Since the wall is stationary, the problem involves two successive Doppler shifts:

Step 1: The moving bat acts as the source and the stationary wall acts as the observer.

Step 2: The reflected wave now originates from the stationary wall (acting as a new source), while the moving bat acts as the observer.

Therefore, Doppler Effect is applied two times.

Step 1: Frequency Received by the Wall

When the source moves towards a stationary observer, the observed frequency is

f₁ = f × v / (v − vb)

Substituting the values,

f₁ = 50 × 330 / (330 − 3)

= 50 × 330 / 327

≈ 50.46 kHz

This is the frequency with which the stationary wall receives the sound wave.

Step 2: Frequency Heard by the Bat After Reflection

The wall reflects the sound without changing its frequency. Therefore, the reflected wave has frequency 50.46 kHz.

Now the wall acts as a stationary source, while the bat moves towards it.

The observed frequency is

f₂ = f₁ × (v + vb) / v

Substituting the values,

f₂ = 50.46 × (330 + 3) / 330

= 50.46 × 333 / 330

≈ 50.92 kHz

Shortcut Formula

Instead of applying the Doppler Effect twice, we can directly use the combined formula for reflection from a stationary wall:

f′ = f × (v + u) / (v − u)

where

  • f = original frequency
  • u = speed of the bat
  • v = speed of sound

Substituting the values,

f′ = 50 × (330 + 3) / (330 − 3)

= 50 × 333 / 327

= 50 × 1.01835

≈ 50.92 kHz

Why Does the Frequency Increase?

The bat is flying towards the wall, so the sound waves become compressed before reaching the wall.
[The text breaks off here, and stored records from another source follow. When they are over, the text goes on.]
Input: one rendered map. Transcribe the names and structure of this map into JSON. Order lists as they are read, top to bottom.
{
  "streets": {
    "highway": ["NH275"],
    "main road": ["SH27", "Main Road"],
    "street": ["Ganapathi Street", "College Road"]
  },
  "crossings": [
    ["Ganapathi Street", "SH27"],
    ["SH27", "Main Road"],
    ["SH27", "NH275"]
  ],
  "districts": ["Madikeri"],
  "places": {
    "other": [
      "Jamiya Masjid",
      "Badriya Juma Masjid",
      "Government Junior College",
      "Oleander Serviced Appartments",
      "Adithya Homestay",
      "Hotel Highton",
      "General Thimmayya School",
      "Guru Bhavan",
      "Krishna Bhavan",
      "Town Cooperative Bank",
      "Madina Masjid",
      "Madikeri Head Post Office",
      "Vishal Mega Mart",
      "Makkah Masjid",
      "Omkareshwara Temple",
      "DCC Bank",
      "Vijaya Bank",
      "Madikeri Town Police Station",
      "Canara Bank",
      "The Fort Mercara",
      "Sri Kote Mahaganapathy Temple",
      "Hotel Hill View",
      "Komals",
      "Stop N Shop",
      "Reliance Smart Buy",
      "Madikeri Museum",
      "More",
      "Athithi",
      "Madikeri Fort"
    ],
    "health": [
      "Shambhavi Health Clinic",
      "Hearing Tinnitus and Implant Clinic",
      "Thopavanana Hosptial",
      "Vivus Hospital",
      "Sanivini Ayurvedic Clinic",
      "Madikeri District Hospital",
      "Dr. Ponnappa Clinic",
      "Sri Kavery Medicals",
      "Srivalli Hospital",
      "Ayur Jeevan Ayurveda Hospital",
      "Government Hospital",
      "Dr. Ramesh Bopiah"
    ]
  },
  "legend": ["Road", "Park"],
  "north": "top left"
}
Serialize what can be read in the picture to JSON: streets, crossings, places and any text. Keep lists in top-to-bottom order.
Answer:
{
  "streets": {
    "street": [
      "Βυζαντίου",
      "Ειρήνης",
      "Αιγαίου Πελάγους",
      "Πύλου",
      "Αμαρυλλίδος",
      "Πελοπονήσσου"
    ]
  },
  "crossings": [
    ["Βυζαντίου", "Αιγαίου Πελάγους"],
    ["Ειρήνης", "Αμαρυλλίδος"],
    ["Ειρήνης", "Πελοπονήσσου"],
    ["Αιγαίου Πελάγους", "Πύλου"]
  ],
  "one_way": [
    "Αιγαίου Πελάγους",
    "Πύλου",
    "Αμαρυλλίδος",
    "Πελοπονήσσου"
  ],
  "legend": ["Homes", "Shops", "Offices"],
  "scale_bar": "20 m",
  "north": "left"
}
As a result, the wall receives a frequency higher than the emitted frequency.

After reflection, the bat is still moving towards the incoming reflected waves. Because the observer is moving towards the source, the bat encounters the wavefronts more frequently, causing another increase in the observed frequency.

Thus, the frequency increases twice—once during emission and once during reception—making the reflected frequency noticeably higher than the original frequency.

Detailed Explanation of the Physics

Reflection itself does not change the frequency of a sound wave when the reflecting surface is stationary. The wall simply sends the same frequency back into the air. The change in frequency occurs only because of the relative motion between the bat and the sound wave before reflection and again after reflection.

If the wall were also moving, the analysis would become more complex because the wall would no longer behave as a stationary observer or source. However, since the wall is fixed, the two-step Doppler approach gives the correct answer.

Final Answer

Frequency of the reflected ultrasound heard by the bat = 50.92 kHz

Answer: 50.9 kHz (approximately)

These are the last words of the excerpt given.